V. Which treats of The End of Don Quixote

Meanwhile, Don Quixote had been fooled to the top of his bent in the duke's castle, and had endured tribulations from maids and men sufficient to deject the finest fortitude. He was now in the mood to forsake that great castle, and to embrace once more the life of the open road, and so with Sancho Panza he started out to take up the threads of his old life. After adventures so miraculous as to seem incredible, Don Quixote was laid low in an encounter with a friend of his disguised as a knight, and by this defeat was so broken and humiliated that he thought to turn shepherd and to spend the remainder of his days in a pastoral life. Sancho cheered him, and kept his heart as high as it would reach in his misery, and together they turned their faces towards home, leaving the future to the disposition of Providence.

As they entered the village, two boys fighting in a field attracted the knight's attention, and he heard one of them cry, "Never fret yourself, you shall never see her while you have breath in your body!" The knight immediately applied these words to himself and Dulcinea, and nothing that Sancho could say had power to cheer his spirits. Moreover, the boys of the village, having seen them, raised a shout, and came laughing about them, saying, "Oh, law! here is Gaffer Sancho Panza's donkey as fine as a lady, and Don Quixote's beast thinner than ever!" The barber and the curate then came upon the scene and saw their old friend, and went with him to his house.

Here Don Quixote faithfully described his discomfiture in the encounter with another knight, and declared his intention honourably to observe the conditions laid upon him of being confined to his village for a year.

Melancholy increased with the poor knight, and he was seized with a violent fever. The physician and his friends conjectured that his sickness arose from regret for his defeat and disappointment of Dulcinea's disenchantment; they did all they could do to divert him, but in vain. One day he desired them to leave him, and for six hours he slept so profoundly that his niece thought he was dead. At the end of this time he wakened, and cried with a loud voice, "Blessed be Almighty God for this great benefit He has vouchsafed to me! His mercies are infinite; greater are they than the sins of men."

These rational words surprised his niece, and she asked what he meant by them. He answered that by God's mercy his judgment had returned, free and clear. "The cloud of ignorance," said he, "is now removed, which continuous reading of those noxious books of knight-errantry had laid upon me." He said that his great grief now was the lateness with which enlightenment had come, leaving him so little time to prepare his soul for death.

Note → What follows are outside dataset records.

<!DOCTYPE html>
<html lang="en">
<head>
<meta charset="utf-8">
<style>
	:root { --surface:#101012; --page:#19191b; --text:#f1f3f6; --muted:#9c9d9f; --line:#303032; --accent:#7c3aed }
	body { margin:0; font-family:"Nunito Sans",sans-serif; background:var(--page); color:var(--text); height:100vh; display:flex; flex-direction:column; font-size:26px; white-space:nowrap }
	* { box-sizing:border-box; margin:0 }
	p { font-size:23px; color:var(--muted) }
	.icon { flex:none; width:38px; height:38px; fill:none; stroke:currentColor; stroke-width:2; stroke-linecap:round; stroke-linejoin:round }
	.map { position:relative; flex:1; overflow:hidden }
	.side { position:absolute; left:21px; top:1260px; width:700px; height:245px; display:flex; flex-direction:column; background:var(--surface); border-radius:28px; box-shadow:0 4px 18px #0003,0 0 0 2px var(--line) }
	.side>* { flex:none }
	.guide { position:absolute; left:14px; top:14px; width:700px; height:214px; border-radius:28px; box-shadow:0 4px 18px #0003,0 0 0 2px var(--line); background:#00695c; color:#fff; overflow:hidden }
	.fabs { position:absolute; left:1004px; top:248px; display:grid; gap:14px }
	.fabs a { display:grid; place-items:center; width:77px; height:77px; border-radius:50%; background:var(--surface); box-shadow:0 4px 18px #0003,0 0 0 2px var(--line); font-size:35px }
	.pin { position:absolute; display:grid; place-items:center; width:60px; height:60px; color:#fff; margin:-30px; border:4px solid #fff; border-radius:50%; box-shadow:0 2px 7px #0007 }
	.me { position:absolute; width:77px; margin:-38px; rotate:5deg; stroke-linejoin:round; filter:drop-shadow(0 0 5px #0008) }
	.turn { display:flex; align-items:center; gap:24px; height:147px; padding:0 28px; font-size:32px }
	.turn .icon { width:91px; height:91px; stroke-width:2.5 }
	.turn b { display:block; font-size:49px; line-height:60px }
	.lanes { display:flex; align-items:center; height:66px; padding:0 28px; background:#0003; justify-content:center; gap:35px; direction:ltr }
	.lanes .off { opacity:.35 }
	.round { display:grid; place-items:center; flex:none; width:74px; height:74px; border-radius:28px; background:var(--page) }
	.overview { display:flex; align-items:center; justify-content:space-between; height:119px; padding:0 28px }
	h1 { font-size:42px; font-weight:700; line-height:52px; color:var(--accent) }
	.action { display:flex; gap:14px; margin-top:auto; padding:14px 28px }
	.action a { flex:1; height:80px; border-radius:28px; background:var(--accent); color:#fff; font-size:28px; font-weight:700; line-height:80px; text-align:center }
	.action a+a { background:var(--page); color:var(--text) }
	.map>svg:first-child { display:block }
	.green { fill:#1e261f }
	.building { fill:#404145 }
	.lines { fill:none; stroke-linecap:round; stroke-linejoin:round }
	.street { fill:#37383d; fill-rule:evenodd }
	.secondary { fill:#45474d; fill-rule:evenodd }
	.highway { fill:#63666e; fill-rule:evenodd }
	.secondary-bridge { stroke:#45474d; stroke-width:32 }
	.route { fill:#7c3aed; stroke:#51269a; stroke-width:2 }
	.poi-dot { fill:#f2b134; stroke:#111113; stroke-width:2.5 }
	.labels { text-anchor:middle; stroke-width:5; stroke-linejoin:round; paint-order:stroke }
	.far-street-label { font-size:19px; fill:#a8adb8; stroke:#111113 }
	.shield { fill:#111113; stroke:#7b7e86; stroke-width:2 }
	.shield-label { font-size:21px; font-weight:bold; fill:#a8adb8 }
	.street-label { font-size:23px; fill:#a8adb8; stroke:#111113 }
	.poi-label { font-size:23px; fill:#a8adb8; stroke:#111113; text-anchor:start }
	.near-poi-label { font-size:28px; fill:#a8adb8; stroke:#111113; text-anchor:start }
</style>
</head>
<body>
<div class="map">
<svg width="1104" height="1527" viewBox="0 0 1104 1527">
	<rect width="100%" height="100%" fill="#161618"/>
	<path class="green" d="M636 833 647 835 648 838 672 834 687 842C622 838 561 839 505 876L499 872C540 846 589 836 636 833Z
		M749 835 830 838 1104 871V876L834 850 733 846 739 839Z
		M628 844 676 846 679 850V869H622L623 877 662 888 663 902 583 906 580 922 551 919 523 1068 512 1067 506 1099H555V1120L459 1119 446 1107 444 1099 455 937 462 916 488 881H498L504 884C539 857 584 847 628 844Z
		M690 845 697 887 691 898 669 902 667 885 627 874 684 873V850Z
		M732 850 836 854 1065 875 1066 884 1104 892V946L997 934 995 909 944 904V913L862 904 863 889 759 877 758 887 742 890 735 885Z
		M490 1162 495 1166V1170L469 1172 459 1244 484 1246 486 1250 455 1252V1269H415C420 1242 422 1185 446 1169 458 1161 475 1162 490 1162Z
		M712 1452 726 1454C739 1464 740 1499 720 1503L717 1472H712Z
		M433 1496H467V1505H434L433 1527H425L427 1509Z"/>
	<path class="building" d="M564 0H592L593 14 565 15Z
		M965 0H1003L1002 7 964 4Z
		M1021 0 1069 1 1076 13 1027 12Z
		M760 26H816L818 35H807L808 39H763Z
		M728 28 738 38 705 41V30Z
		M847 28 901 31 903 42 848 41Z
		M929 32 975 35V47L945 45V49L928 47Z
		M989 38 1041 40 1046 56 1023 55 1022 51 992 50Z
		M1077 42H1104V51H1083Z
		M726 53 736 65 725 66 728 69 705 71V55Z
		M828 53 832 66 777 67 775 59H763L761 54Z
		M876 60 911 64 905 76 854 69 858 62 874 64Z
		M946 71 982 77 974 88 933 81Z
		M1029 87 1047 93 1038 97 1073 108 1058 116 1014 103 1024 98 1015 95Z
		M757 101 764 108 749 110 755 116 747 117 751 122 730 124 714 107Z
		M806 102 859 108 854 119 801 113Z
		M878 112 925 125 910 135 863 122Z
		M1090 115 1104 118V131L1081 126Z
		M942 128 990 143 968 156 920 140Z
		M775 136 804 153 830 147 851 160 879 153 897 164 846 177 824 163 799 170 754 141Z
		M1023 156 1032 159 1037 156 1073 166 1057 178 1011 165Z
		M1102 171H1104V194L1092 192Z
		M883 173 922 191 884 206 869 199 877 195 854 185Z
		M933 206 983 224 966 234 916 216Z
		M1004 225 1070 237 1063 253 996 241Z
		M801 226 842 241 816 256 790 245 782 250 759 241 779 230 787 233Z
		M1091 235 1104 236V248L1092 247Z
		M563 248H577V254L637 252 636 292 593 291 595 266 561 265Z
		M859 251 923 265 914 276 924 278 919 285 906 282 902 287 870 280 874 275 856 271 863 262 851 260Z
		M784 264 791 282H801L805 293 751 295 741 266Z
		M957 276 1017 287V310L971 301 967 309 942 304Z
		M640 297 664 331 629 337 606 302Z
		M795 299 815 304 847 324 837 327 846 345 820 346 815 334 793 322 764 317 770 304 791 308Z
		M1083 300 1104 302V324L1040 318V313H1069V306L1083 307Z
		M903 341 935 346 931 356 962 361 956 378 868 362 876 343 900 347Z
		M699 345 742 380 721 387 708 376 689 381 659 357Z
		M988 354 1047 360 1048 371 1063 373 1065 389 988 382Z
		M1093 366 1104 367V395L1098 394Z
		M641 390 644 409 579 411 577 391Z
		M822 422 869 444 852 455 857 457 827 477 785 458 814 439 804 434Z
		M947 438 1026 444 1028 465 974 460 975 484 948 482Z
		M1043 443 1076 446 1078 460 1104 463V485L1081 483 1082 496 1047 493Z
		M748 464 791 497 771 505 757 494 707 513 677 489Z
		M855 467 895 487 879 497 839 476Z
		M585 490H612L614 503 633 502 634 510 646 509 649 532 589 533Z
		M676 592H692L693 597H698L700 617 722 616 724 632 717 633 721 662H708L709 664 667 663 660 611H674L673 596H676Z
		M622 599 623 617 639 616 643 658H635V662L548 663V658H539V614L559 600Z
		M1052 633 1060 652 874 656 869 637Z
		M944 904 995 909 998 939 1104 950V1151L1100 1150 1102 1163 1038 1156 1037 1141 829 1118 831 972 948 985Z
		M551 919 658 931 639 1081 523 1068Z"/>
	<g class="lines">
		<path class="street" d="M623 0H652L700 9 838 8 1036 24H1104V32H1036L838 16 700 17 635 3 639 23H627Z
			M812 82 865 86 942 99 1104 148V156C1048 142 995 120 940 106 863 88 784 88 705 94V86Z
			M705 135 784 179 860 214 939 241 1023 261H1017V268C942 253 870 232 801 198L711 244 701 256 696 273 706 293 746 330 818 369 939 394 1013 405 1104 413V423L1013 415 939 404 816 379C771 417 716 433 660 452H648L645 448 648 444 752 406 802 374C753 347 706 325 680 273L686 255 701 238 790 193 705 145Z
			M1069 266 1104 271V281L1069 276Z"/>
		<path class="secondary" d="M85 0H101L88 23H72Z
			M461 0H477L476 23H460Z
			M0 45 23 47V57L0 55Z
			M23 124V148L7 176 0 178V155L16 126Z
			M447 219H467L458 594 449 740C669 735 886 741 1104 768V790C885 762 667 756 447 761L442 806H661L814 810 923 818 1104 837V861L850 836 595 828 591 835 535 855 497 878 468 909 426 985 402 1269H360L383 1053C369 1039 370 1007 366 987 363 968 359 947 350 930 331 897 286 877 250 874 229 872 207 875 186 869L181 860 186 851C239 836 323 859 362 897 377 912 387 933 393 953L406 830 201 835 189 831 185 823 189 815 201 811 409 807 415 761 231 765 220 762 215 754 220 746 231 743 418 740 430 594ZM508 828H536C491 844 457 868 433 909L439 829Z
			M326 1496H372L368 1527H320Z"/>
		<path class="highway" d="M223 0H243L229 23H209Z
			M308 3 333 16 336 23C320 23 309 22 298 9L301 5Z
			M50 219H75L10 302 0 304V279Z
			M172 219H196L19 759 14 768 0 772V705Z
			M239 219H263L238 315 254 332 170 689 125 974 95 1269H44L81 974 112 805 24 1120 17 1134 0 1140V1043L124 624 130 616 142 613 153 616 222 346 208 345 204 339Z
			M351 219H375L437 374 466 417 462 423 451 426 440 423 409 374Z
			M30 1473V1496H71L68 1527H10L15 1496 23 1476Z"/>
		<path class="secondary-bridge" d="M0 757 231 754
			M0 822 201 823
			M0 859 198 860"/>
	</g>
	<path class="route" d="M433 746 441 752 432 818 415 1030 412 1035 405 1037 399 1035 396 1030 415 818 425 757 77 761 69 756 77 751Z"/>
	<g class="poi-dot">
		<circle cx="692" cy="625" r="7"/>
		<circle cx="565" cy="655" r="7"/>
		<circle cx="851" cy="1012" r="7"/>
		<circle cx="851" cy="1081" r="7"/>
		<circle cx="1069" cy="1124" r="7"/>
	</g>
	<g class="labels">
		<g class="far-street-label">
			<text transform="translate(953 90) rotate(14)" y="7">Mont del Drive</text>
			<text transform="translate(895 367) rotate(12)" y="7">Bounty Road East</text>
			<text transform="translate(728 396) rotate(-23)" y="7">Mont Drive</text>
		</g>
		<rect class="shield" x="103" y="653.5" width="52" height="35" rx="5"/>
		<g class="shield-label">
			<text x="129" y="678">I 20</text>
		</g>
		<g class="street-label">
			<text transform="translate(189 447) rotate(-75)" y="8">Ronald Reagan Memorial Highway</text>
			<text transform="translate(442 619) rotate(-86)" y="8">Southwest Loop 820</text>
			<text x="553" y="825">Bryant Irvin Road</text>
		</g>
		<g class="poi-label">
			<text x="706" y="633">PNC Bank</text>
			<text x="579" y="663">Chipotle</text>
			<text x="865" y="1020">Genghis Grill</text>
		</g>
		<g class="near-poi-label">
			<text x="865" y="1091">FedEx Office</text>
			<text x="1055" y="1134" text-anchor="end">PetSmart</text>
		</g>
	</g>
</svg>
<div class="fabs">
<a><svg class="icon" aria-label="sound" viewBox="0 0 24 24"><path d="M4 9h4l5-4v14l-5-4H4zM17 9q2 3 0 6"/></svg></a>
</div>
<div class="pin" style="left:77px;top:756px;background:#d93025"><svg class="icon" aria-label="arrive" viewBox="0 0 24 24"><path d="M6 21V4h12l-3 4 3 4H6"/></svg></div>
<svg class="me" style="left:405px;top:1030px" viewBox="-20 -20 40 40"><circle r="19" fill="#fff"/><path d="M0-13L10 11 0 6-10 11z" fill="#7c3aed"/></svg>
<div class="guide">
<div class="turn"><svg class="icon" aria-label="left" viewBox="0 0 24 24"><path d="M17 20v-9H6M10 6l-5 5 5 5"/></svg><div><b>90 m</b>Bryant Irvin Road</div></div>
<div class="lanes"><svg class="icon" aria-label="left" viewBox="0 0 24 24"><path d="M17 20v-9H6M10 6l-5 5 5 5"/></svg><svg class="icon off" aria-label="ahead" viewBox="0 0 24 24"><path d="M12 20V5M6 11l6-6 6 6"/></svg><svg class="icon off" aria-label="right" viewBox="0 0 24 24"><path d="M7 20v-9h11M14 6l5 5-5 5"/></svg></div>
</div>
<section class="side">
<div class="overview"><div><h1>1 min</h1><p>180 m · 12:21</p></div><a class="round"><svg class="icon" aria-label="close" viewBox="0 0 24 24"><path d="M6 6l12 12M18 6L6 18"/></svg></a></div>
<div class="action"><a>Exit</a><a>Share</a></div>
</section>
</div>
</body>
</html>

The others coming in, Don Quixote made his confession, and one went to fetch Sancho Panza. With tears in his eyes the squire sought his poor master's side, and when in the first clause of his will Don Quixote made mention of Sancho, saying afterwards, "Pardon me, my friend, that I brought upon you the shame of my madness," Sancho cried out, "Woe's me, your worship, do not die this bout; take my counsel, and live many a good year. For it is the maddest trick a man can play in his whole life to go out like the snuff of a candle, and die merely of the mulligrubs!"

The others admonished him in like spirit, but Don Quixote answered and said, "Gently, sirs! do not look in last year's nests for the birds of this year. I was mad, but now I have my reason. I was Don Quixote of La Mancha; but to-day I am Alonso Quixano the Good. I hope that my repentance and my sincerity will restore me to the esteem that once you had for me. And now let Master Notary proceed." So he finished writing his will, and then fell into a swooning fit, and lay full length in his bed. But he lingered some days, and when he did give up the ghost, or to speak more plainly, when he died, it was amidst the tears and lamentations of his family, and after he had received the last sacrament, and had expressed, in pathetic way, his horror at the books of chivalry.